**What is required:** The lines below, from the first through the one containing "position:absolute; right:15px; top:15px;", are to be given again exactly, with pictures left out and nothing added.

**Data provided:**
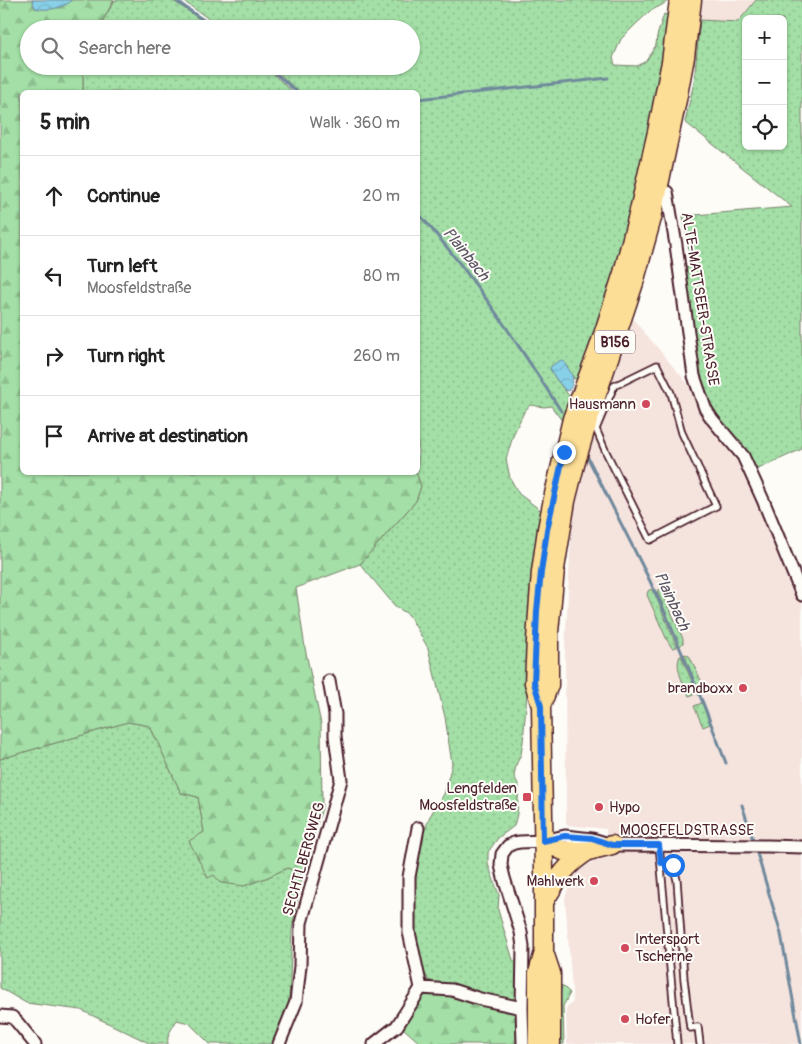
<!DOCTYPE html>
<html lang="en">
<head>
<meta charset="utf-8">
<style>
  body { margin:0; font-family:Pangolin,sans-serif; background:#f6f6f6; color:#222 }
  .controls { position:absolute; right:15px; top:15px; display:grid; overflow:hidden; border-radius:8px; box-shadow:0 1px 4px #0004 }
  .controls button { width:45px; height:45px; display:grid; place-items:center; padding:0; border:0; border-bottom:1px solid #e0e0e0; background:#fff; color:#222; font:25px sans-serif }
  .stop { position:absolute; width:15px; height:15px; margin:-11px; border:4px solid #1a73e8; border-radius:50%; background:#fff }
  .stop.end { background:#1a73e8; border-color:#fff; box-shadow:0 1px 5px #0008 }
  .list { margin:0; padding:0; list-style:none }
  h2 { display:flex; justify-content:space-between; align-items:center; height:65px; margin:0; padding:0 20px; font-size:21px }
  h2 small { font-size:16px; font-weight:400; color:#767676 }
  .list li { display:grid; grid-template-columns:32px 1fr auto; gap:15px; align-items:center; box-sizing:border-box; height:80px; padding:0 20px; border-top:1px solid #e0e0e0 }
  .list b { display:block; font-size:19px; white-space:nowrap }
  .list p { margin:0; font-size:16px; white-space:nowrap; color:#767676 }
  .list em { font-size:16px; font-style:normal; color:#767676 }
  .icon { flex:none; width:28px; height:28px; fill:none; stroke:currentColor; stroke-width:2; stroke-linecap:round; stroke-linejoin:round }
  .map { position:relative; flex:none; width:802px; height:1044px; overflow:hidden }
  .search { position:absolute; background:#fff; box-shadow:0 1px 4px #0004; left:20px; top:20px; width:400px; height:55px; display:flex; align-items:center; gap:12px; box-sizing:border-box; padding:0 18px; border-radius:28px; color:#767676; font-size:19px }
  .panel { position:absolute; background:#fff; box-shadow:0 1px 4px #0004; left:20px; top:90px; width:400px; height:385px; border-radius:8px }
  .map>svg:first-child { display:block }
</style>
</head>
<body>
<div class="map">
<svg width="802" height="1044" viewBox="0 0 802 1044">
  <defs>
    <pattern id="grass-dots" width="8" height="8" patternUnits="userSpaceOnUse" patternTransform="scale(1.25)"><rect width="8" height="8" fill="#a3dfa6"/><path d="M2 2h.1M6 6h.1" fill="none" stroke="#8ebf8f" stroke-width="1.8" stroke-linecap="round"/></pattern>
    <pattern id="forest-firs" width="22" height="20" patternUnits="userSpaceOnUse" patternTransform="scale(1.25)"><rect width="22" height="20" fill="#a3dfa6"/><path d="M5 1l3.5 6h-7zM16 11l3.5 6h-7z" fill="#8ebf8f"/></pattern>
    <pattern id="water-waves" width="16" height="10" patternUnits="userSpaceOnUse" patternTransform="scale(1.25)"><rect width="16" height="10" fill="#87d0e8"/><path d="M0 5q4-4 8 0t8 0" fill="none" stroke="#76b2c7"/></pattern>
  </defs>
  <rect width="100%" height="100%" fill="#fdfcf7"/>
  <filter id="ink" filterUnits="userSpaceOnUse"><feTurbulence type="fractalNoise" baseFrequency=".02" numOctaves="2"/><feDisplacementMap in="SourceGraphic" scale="10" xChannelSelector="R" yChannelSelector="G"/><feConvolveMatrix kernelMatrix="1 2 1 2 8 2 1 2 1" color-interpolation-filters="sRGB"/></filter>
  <g filter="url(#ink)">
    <path fill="#f5e3de" d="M 702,0 L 756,0 L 738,22 L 700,20 Z
      M 633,319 L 688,384 L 702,383 L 710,402 L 721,420 L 738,440 L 746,452 L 756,470 L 802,581 L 802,1044 L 567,1044 L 566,1009 L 573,1002 L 565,898 L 571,879 L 579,868 L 587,862 L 591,864 L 597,857 L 606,856 L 606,829 L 566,825 L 565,650 L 572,520 L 581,467 L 594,427 L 602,410 Z"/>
    <path fill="url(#grass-dots)" stroke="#767f68" fill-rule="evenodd" d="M 115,0 L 172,0 L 214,29 L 98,29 Z
      M 182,0 L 669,0 L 662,5 L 650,11 L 635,25 L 621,39 L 613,58 L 615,65 L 637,66 L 646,61 L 656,45 L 657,36 L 664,14 L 669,15 L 669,28 L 631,220 L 581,377 L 574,379 L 573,376 L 550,369 L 556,379 L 570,397 L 570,404 L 563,422 L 551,406 L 544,407 L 530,405 L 524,412 L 514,433 L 506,459 L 510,478 L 519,494 L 543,512 L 528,649 L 527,693 L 523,742 L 521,754 L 516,765 L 514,776 L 519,786 L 517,814 L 514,826 L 498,838 L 488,852 L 488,864 L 499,895 L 498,910 L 513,960 L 518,962 L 518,993 L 513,999 L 508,1001 L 454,985 L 439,984 L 428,980 L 419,959 L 413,936 L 411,892 L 416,854 L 430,816 L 444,794 L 452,764 L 445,717 L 428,648 L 409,615 L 395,606 L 360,564 L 416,501 L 421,486 L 416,473 L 418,472 L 418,92 L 299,92 L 271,66 L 411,66 L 411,29 L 223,29 Z
      M 756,0 L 802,0 L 802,449 L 756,470 L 738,440 L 721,420 L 710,402 L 702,383 L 684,268 L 692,266 L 683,216 L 792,207 L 685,122 L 694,82 L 700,20 L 738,22 ZM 746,19 L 783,19 L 783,146 L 746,146 Z
      M 83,66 L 264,66 L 293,92 L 83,92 Z
      M 651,589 L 653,592 L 654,592 L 677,647 L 672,648 L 667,640 L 647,595 L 648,591 Z
      M 661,589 L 683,639 L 683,643 L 680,646 L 657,591 Z
      M 684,654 L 688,655 L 690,657 L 705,689 L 699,692 Z
      M 680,656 L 681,656 L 697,693 L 689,696 C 684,684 674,668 680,656 Z
      M 702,703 L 710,724 L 703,727 L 694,706 Z
      M 128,722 L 150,726 L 181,793 L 198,797 L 204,832 L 215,875 L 244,886 L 268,877 L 287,868 L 302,873 L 292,930 L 289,1002 L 273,1044 L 210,1044 L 189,1023 L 177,1020 C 173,1027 166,1035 168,1044 L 151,1044 L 81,1010 L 26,1003 L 0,988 L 0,759 Z"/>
    <path fill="url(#forest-firs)" stroke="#767f68" d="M 0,0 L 114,0 L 98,29 L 29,29 L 29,66 L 83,66 L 83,92 L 22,92 L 22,472 L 416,472 L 421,486 L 416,501 L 360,564 L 296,588 L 305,648 L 321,724 L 322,808 L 302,873 L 287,868 L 268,877 L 244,886 L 221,883 L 214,875 L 208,878 L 189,841 L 204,832 L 198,797 L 181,793 L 150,726 L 128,722 L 0,759 Z
      M 428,980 L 439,984 L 454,985 L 495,997 L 521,1015 L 521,1044 L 421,1044 L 403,1028 L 407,1014 L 423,992 Z
      M 562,985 L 570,993 L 563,1006 L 564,1044 L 560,1044 L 559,1001 Z"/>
    <path fill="url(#water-waves)" stroke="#6f899c" d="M 32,0 L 71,0 L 70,2 C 61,9 46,11 35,8 Z
      M 561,360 L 563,361 C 570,371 578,380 568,391 L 565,390 L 556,379 L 550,369 L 551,366 Z"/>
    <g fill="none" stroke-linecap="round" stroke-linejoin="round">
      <path stroke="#6f899c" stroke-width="3" d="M 175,0 L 216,29
        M 267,66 L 297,92
        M 418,99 L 608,78
        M 418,213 C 472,274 517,342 561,411
        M 586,454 L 648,577 L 665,613 L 703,703 L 726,763
        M 742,805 L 751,833 L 781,934 L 801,1044"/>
      <defs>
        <path id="lane" d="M 657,365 L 671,393 L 682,433 L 716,506 L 650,540 L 605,450 L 596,429 L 614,386 Z
          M 659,845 L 677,1044
          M 661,863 L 669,862 L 673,865 L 677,880 L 684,979 L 690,1028 L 698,1027 L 700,1044"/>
        <path id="street" d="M 667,192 L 676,245 L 694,376 L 705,408 L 712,419 L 743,456 L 763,500 L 802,595
          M 418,828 L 409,877 L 409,932 L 421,988
          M 0,1016 L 12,1017 L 17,1022 L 35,1044
          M 279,1044 L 296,1002 L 300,966 L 301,923 L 341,780 L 335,736 L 335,714 L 329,681
          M 374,1044 L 397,1026 L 421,988 L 452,990 L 480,999 L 522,1008
          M 523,1044 L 522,1008 L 523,947 L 521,932 L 504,878 L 501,865 L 502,854 L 508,846 L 514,843 L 520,842 L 543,841 L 565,836 L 592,839 L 612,845 L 768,846 L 802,847"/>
        <path id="primary" d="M 541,706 L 549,685 L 549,632 L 555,569 L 566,501 L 575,465 L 588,421 L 634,283 L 652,218 L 677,100 L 685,57 L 692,0
          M 543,841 L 563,851 L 588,851 L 612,845
          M 544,902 C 558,879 564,866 588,851
          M 544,952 L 551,973 L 551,1044
          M 538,1044 L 538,973 L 544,952 L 544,871 L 541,706 L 534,683 L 536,640 L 541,572 L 547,529 L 554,494 L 572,419 L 598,350 L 623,273 L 638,215 L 657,132 L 671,62 L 679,0"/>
      </defs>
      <use href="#lane" stroke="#4a1f2b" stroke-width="9"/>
      <use href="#street" stroke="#4a1f2b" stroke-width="15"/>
      <use href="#primary" stroke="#4a1f2b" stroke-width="21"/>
      <use href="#lane" stroke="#fdfcf7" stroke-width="5.5"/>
      <use href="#street" stroke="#fdfcf7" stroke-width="11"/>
      <use href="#primary" stroke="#fdde96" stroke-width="18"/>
    </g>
  </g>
  <g fill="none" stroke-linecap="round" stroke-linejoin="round" filter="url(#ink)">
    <path stroke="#1a73e8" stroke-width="6" d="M 564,452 L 547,530 L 541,572 L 537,611 L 534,683 L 541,706 L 543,841 L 565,836 L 592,838 L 612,845 L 659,845 L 661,863 L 670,862 L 673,865"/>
  </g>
  <g fill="#d1495b" stroke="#fdfcf7" stroke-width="2">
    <circle cx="646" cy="404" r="5"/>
    <circle cx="743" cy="688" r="5"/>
    <rect x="522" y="792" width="10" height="10" rx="2.5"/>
    <circle cx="599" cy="807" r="5"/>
    <circle cx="594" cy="881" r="5"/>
    <circle cx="625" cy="948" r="5"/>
    <circle cx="625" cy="1019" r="5"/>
  </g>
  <g text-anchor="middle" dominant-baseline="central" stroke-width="4" stroke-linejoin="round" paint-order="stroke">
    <rect fill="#fdfcf7" stroke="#806168" stroke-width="1" x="595" y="330.5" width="40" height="23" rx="4"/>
    <g font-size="14" font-weight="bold" fill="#4a1f2b">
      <text x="615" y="342">B156</text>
    </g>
    <g font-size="15" fill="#4a1f2b" stroke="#fdfcf7">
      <text transform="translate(700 299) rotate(81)">ALTE-MATTSEER-STRASSE</text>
      <text x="687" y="830">MOOSFELDSTRASSE</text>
      <text transform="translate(304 859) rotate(-74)">SECHTLBERGWEG</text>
    </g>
    <g font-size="15" fill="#4a1f2b" stroke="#fdfcf7" text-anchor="end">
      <text x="636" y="404">Hausmann</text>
      <text x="733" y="688">brandboxx</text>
      <text x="517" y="788">Lengfelden<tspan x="517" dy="17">Moosfeldstraße</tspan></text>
      <text x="609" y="807" text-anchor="start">Hypo</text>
      <text x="584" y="881">Mahlwerk</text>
      <text x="635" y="939" text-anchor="start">Intersport<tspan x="635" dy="17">Tscherne</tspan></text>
      <text x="635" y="1019" text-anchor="start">Hofer</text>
    </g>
    <g font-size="16" font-style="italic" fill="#5c5464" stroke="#fdfcf7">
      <text transform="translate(466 254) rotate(51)">Plainbach</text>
      <text transform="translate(672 601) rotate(65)">Plainbach</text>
    </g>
  </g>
</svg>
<div class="controls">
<button>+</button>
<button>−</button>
<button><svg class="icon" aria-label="locate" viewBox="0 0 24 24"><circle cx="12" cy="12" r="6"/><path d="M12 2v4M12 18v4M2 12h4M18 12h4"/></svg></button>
</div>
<div class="stop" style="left:673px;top:865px"></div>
<div class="stop end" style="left:564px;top:452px"></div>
<div class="search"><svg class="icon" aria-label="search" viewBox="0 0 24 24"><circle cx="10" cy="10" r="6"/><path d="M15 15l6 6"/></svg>Search here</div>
<section class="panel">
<h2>5 min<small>Walk · 360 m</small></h2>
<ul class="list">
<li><svg class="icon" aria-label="ahead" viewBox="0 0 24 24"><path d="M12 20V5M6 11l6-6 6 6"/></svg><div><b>Continue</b></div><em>20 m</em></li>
<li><svg class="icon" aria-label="left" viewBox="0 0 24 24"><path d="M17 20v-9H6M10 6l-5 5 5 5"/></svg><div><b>Turn left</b><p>Moosfeldstraße</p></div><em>80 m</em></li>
<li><svg class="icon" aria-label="right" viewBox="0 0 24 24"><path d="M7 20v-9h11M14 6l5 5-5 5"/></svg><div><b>Turn right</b></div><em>260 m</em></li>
<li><svg class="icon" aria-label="arrive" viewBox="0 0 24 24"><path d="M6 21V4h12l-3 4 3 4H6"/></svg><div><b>Arrive at destination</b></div></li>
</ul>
</section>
</div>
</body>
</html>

**Answer for the task:**
<!DOCTYPE html>
<html lang="en">
<head>
<meta charset="utf-8">
<style>
  body { margin:0; font-family:Pangolin,sans-serif; background:#f6f6f6; color:#222 }
  .controls { position:absolute; right:15px; top:15px; display:grid; overflow:hidden; border-radius:8px; box-shadow:0 1px 4px #0004 }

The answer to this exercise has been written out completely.